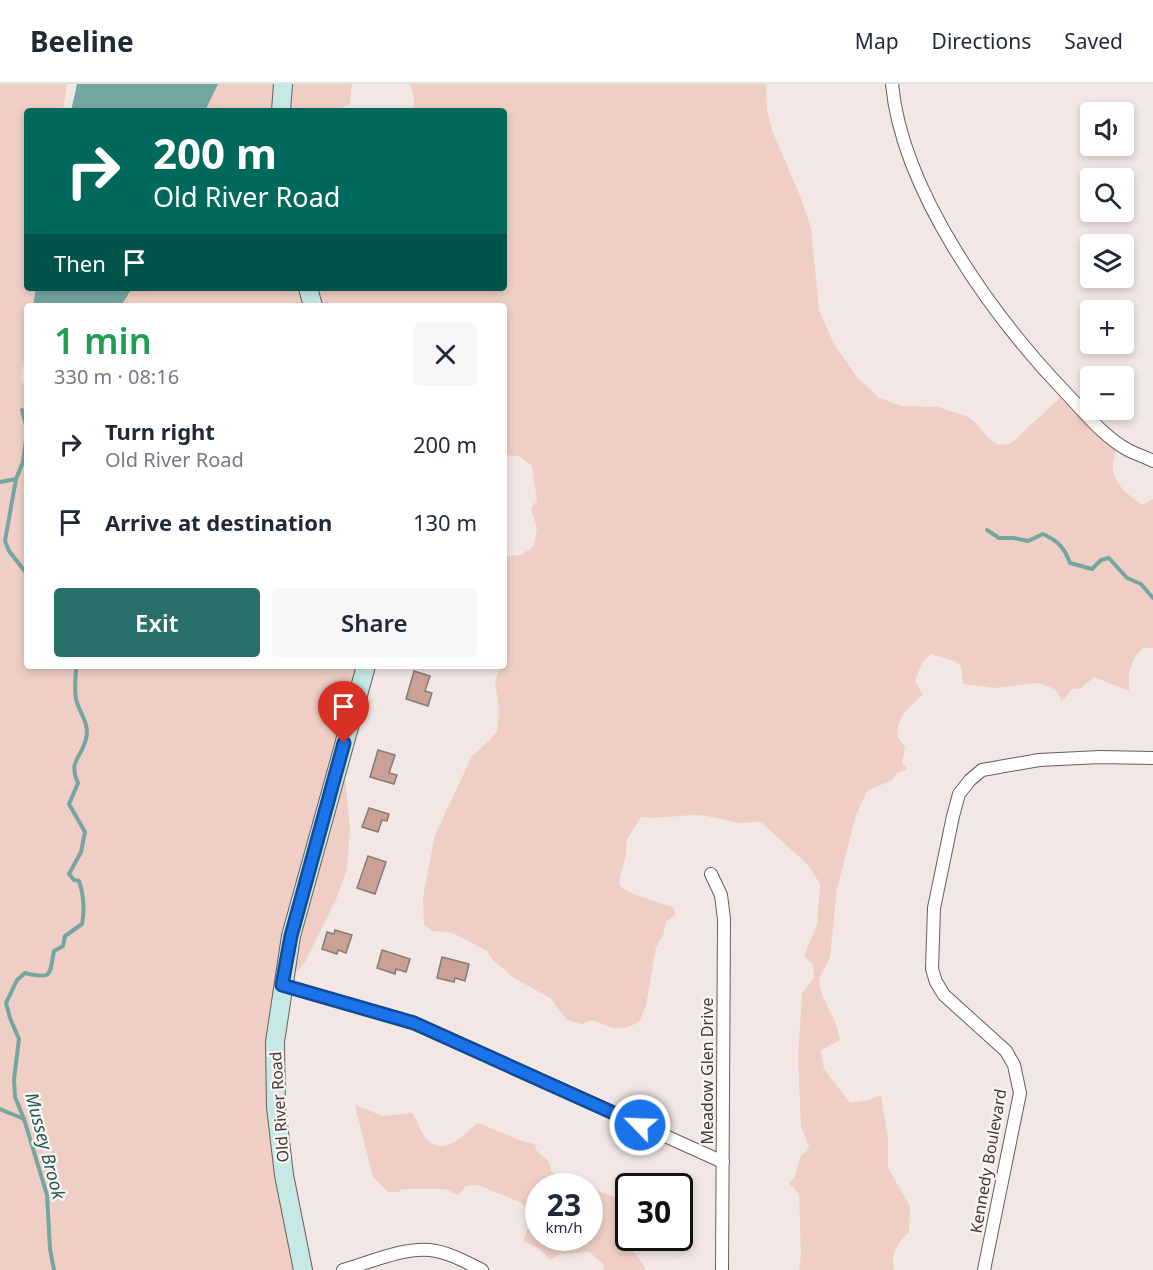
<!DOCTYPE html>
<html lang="en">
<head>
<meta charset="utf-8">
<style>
  :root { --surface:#fff; --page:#f6f6f7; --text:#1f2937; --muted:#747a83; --line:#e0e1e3; --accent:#287069 }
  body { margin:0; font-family:"Noto Sans",sans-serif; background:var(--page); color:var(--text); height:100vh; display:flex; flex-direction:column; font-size:22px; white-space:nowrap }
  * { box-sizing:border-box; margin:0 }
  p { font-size:20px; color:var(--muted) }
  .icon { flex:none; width:33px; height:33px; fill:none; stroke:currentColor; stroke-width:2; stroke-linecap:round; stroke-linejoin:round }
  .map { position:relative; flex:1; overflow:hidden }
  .side { position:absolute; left:24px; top:219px; width:483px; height:366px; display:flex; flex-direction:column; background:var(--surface); border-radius:6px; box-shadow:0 3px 9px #0003 }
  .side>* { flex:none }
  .top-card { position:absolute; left:24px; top:24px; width:483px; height:183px; border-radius:6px; box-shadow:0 3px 9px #0003; background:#00695c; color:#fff; overflow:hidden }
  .fabs { position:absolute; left:1080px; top:18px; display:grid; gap:12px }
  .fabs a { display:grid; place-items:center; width:54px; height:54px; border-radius:6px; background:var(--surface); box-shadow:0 3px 9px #0003; font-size:30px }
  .speed { position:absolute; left:525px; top:1089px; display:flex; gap:12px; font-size:30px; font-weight:700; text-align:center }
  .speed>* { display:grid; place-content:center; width:78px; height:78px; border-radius:50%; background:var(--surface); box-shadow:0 3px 9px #0003; line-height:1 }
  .speed small { font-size:15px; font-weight:400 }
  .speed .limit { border:3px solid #111; border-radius:9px; background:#fff; color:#111 }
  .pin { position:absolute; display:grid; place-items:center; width:51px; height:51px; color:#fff; margin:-62px -26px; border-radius:50% 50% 50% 0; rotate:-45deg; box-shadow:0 0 6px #0007 }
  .pin .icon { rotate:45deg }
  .me { position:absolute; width:66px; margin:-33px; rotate:294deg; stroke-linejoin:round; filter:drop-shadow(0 0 4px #0008) }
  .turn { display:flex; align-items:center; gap:21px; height:126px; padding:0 30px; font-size:27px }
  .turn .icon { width:78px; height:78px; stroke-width:2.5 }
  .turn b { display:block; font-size:42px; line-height:51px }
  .then { display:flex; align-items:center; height:57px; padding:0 30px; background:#0003; gap:12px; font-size:22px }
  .round { display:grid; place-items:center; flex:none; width:63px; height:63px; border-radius:6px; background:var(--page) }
  .head { display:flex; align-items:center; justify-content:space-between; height:102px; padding:0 30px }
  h1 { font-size:36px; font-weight:600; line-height:45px; color:#1e9e55 }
  .primary-button { display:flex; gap:12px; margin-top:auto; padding:12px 30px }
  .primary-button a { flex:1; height:69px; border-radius:6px; background:var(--accent); color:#fff; font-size:24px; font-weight:600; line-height:69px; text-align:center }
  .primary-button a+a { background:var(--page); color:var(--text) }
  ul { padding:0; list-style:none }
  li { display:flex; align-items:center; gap:18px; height:78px; padding:0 30px }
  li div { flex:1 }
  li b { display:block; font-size:22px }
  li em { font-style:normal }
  header { display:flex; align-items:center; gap:36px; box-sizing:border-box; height:84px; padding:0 30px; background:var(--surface); border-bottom:2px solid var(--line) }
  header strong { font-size:28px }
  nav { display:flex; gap:33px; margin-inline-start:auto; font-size:21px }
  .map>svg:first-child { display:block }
  .green { fill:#efcfc5 }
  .water { fill:#76a6a0 }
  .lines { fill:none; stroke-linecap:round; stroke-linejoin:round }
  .stream { stroke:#76a6a0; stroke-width:4 }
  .building { fill:#cba195; stroke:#867c79; stroke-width:1.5 }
  .street-casing { stroke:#685f5c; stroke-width:14 }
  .secondary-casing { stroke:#685f5c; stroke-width:20 }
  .street { stroke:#fff; stroke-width:12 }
  .secondary { stroke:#c7e9e6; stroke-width:18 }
  .route-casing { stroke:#114b97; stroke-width:15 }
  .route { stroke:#1a73e8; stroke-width:10 }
  .labels { text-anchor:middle; stroke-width:4.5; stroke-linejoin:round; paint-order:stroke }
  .street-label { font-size:16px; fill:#403b3a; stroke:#fef5f2 }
  .water-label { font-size:18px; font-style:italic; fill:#1b5d57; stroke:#fef5f2 }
</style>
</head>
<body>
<header>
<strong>Beeline</strong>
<nav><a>Map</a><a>Directions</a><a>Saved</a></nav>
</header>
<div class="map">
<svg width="1153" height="1186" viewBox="0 0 1153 1186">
  <rect width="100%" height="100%" fill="#f2e7e4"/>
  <g class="green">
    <path d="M0,0H67L63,27H27V204H36L34,222H27V257L21,295L27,307V582H365L344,684L350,744L347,785L337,813L305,878L298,887L285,885L273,943L300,1186H0Z"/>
    <path d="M199,0H352L350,20L341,24L340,27H194Z"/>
    <path d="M410,0H766L767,25L772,46L801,114L811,144L819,226L834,260L857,293L878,313L901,322L938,323L966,332L973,336L988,354L998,361L1010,360L1062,312L1118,363C1104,391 1120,405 1142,421L1153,415V564H1143C1130,576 1128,590 1129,607L1094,593L1081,604L1072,605L1062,617L1055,605L1038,599L995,604L963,600L961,582L954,577L931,570L922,579L915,596L923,611C907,625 899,630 897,652L905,663L902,679L907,685L896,690L892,696L867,707L856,731L837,805L830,873L819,895L822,911L836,940L840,956L821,966L824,985L850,1019L869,1016L881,1011L888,1055V1084L910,1122L909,1148C898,1159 890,1169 894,1186H799L801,1170L799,1110L789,1099L794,1094L801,1071L807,1067L809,1062L801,1043L798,972L802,909L814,894L813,881L804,872L817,841L820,800L808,781L762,739C752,736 749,740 740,739C724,736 709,731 693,731C675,732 659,735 641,733L626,757C629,776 618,785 620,802C637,814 655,816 674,824L675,831L666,838L663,852L656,863L646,922L639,938C617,949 614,944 592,936L582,940L567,936L550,914L514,894L493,876L487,867L453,849L433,847L424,841L423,813L435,751L472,672L490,656L497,647L499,627L495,597L501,582H504V477L506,472L521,471L534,462L537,444L531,425L537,416L532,382L519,372L504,371V222H117L123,204H504V27H413L414,12Z"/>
    <path d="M355,1021L383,1032L412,1029C418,1037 421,1051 429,1057C447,1072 465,1049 478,1039L522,1057L535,1060L536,1066L549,1078L551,1087L556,1092L586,1102H538V1154H590V1104L628,1118V1154H635L633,1167L645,1183L644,1186H603L604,1181L589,1168L559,1170L550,1176L541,1166L523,1157L532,1133L522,1119L478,1101L466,1102L458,1111L445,1105H402L399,1108H388L373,1093Z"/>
  </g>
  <g class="water">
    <path d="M77,0H218L205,27H71Z"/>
    <path d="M36,204H132L121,222H33Z"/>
  </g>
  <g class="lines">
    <g class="stream">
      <path d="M22,326L27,345"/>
      <path d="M27,348L23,378L16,395L5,457L9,467L27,490"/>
      <path d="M0,398L16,395"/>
      <path d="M987,446L999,454H1014L1028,457L1043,450C1058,457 1064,463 1070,479L1092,485L1101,476L1109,474L1127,494L1141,500L1153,514"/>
      <path d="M0,1025L24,1035"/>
      <path d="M54,1186L50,1165L47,1111L24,1035L15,1013L14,995L19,955L10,934L6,919L17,896L25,889C54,896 49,890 54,867L63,862L65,852L82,840C85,825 84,812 79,797L74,796L69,790L81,768L85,748L69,720L78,699C68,676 81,675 86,655C90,639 79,629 76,615C74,605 76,592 76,582"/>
    </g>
  </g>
  <g class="building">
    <path d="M414,587L430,592L425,607L432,609L428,622L406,615Z"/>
    <path d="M378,666L395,671L389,689L397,691L394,700L370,693Z"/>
    <path d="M369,724L389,730L387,737L382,736L378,748L362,743Z"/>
    <path d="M368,772L386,778L375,810L357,804Z"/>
    <path d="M335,846L352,851L346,869L338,866L337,870L322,865L327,848L334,850Z"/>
    <path d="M382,866L410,875L406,888L396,885L395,890L377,884Z"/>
    <path d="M442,873L469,880L465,897L455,894L454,898L437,894Z"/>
  </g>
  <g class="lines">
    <g class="street-casing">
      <g id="street">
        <path d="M892,0C902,108 994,234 1067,310C1085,329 1104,353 1128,366C1136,370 1145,373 1153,377"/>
        <path d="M711,790L721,811L724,835L722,1186"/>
        <path d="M282,901L414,939L723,1078"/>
        <path d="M343,1186C368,1179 404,1163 430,1166C448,1168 466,1178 482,1186"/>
        <path d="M984,1186L1020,1009L1014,981L1006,967L944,911L936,898L932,885L934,824L953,732L959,710L970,696L982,686L1039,676L1100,673L1153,674"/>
      </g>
    </g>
    <g class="secondary-casing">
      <g id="secondary">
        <path d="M281,27L283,0"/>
        <path d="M308,204L313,222"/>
        <path d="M303,1186L284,1091L276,1023L275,958L291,852L366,582"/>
      </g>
    </g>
    <use href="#street" class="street"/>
    <use href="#secondary" class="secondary"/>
  </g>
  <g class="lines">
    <g class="route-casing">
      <path id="route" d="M344,659L291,852L282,901L414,939L640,1041"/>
    </g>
    <use href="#route" class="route"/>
  </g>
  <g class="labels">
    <g class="street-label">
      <text transform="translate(707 987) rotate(-90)" y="6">Meadow Glen Drive</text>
      <text transform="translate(279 1023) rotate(-94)" y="6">Old River Road</text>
      <text transform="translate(988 1077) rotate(-80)" y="6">Kennedy Boulevard</text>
    </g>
    <g class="water-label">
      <text transform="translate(45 1062) rotate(75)" y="6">Mussey Brook</text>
    </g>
  </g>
</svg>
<div class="fabs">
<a><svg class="icon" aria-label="sound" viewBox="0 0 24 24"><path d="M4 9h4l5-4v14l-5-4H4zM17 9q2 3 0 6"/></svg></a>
<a><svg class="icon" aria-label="search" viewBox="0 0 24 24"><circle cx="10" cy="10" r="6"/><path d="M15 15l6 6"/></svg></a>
<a><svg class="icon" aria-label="layers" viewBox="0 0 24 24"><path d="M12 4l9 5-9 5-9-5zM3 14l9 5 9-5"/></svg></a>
<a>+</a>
<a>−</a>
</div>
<div class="speed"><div>23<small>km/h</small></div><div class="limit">30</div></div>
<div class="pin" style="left:344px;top:659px;background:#d93025"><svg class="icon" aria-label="arrive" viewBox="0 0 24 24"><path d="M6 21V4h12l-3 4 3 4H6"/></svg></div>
<svg class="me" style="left:640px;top:1041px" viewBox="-20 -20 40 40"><circle r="17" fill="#1a73e8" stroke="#fff" stroke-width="3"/><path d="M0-11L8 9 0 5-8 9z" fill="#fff"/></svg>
<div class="top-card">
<div class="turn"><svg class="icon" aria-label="right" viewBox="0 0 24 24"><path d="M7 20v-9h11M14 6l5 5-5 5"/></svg><div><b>200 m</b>Old River Road</div></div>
<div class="then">Then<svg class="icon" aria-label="arrive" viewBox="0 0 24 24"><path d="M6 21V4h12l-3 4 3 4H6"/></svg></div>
</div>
<section class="side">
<div class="head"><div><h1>1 min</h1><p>330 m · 08:16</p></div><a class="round"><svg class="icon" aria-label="close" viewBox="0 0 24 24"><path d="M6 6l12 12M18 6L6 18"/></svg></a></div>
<ul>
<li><svg class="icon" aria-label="right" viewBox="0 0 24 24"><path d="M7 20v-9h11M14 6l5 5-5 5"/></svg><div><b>Turn right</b><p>Old River Road</p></div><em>200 m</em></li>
<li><svg class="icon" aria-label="arrive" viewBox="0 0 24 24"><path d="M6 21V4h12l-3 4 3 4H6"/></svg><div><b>Arrive at destination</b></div><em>130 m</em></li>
</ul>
<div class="primary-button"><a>Exit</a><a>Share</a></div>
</section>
</div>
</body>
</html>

=======

§ Exercise
For the string "limit", search the preceding data and copy every line that includes it.

§ Task result
  .speed .limit { border:3px solid #111; border-radius:9px; background:#fff; color:#111 }
<div class="speed"><div>23<small>km/h</small></div><div class="limit">30</div></div>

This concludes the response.